**Data provided**
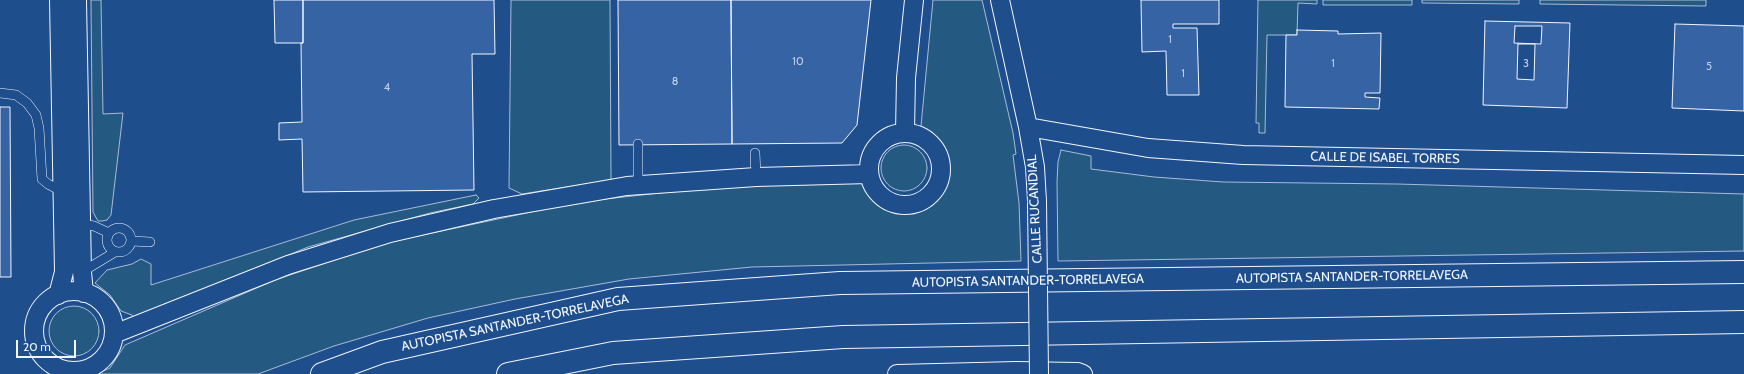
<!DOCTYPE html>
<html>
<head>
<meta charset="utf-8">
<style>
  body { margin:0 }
  #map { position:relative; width:1744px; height:374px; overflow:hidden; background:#1f4e8c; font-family:Cabin,sans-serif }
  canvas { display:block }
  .scale { position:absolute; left:16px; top:340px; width:60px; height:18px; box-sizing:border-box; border:2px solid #f2f6ff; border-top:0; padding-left:5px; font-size:12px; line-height:14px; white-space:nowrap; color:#f2f6ff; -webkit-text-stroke:3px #1f4e8c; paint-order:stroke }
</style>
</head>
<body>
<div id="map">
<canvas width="1744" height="374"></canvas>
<div class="scale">20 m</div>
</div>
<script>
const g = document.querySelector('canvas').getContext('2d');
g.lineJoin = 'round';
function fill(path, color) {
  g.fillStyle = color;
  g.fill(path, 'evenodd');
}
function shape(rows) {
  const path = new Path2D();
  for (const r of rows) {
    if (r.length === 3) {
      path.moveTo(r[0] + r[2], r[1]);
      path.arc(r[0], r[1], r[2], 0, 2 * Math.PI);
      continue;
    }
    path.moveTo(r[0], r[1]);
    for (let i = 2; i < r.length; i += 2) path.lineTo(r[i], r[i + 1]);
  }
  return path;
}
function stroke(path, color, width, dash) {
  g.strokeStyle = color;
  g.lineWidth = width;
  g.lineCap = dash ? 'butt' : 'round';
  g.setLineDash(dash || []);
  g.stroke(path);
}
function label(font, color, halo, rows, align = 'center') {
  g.font = font + ' Cabin,sans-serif';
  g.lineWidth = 3;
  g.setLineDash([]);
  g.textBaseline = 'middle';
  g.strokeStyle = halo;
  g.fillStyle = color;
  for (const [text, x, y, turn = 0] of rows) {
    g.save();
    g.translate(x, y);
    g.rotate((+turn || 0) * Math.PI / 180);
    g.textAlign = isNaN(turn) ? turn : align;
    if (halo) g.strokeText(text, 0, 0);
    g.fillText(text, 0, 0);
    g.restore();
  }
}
const green = shape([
  [91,0,101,0,103,114,123,113,111,215,107,220,102,221,98,221,93,212,91,0],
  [511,0,610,0,611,180,522,194,509,188,511,0],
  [933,0,982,0,1013,133,1016,154,1013,155,1019,203,1021,261,752,267,629,279,515,299,428,318,334,346,258,374,97,374,110,368,125,345,275,280,385,243,545,209,605,199,669,192,766,184,862,180,869,186,879,202,889,207,907,212,922,208,939,198,948,176,945,150,941,144,923,130,921,126,933,0],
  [1258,0,1317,0,1317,4,1298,3,1297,35,1267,35,1265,133,1259,133,1259,123,1256,123,1258,0],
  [1323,0,1412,0,1412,5,1323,5,1323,0],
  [1422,0,1519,0,1519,4,1422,3,1422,0],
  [1540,0,1706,0,1706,6,1540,4,1540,0],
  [904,168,23],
  [1061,150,1091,156,1091,169,1154,177,1223,182,1397,184,1744,194,1744,251,1058,261,1057,182,1058,162,1061,150],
  [476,195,479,198,473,204,430,213,308,247,134,319,132,315,121,311,110,295,95,283,107,270,132,264,141,259,151,264,151,285,354,220,476,195],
  [74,331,25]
]);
const building = shape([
  [274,0,303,0,303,43,275,43,274,0],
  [303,0,494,0,495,54,472,54,474,190,303,192,302,139,279,140,279,123,302,122,301,43,303,43,303,0],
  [618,0,731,0,732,144,619,145,618,0],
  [731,0,871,0,857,125,842,143,732,144,731,0],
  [1141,0,1219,0,1219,24,1173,24,1173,28,1197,28,1199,95,1167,95,1166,51,1142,52,1141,0],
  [1485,21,1570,23,1567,108,1483,105,1485,21],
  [1675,24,1744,26,1744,111,1672,108,1675,24],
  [1515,26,1542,26,1541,44,1514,43,1515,26],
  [1297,30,1338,31,1338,34,1381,33,1380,93,1365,93,1365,97,1380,98,1379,109,1285,107,1286,35,1297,35,1297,30],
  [1518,44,1535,44,1534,80,1517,79,1518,44],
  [0,107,10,107,11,277,0,277,0,107]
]);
const service = shape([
  [0,93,16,95,27,103,36,115,39,128,42,179,48,184,63,192],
  [638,144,638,186],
  [755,153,756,177],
  [82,224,94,226,109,233],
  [119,240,12],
  [132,241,150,242],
  [82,272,115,252]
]);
const minor = shape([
  [77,0,82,272,84,293],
  [1000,0,1028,127,1035,167,1037,201],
  [1028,127,1148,148,1243,155,1744,165],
  [905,132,906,78,914,0],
  [905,169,36],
  [74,331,40],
  [58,295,64,272,59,0],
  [114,334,288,265,390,233,494,209,627,186,756,177,869,174],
  [897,374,1016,371,1078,372,1083,374]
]);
const motorway = shape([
  [322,374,382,352,618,299,840,283,1744,272],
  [508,374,613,353,843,337,1744,322]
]);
const minorBridge = shape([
  [1037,201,1039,374]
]);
const numberNames = [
  ["1",1170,40],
  ["10",798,62],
  ["1",1333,64],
  ["3",1526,64],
  ["5",1709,67],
  ["1",1183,74],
  ["8",675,82],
  ["4",387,88]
];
const streetNames = [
  ["CALLE DE ISABEL TORRES",1385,158,1],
  ["CALLE RUCANDIAL",1035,209,-93],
  ["AUTOPISTA SANTANDER-TORRELAVEGA",1352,277,-1],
  ["AUTOPISTA SANTANDER-TORRELAVEGA",1028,281,-1],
  ["AUTOPISTA SANTANDER-TORRELAVEGA",515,323,-12]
];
fill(green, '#245a82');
stroke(green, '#a8bbd7', 1);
fill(building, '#3563a3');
stroke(building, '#f2f6ff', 1);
stroke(service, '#f2f6ff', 10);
stroke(minor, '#f2f6ff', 20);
stroke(motorway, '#f2f6ff', 24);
stroke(service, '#1f4e8c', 9);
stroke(minor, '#1f4e8c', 18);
stroke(motorway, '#1f4e8c', 22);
stroke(minorBridge, '#f2f6ff', 20, []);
stroke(minorBridge, '#1f4e8c', 18);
label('11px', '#c3d1e8', null, numberNames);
label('13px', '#f2f6ff', '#1f4e8c', streetNames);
</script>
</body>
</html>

**Task details**
Nothing is wanted except the number of lines in the entries above that include the word "moveTo".

**Task output**
2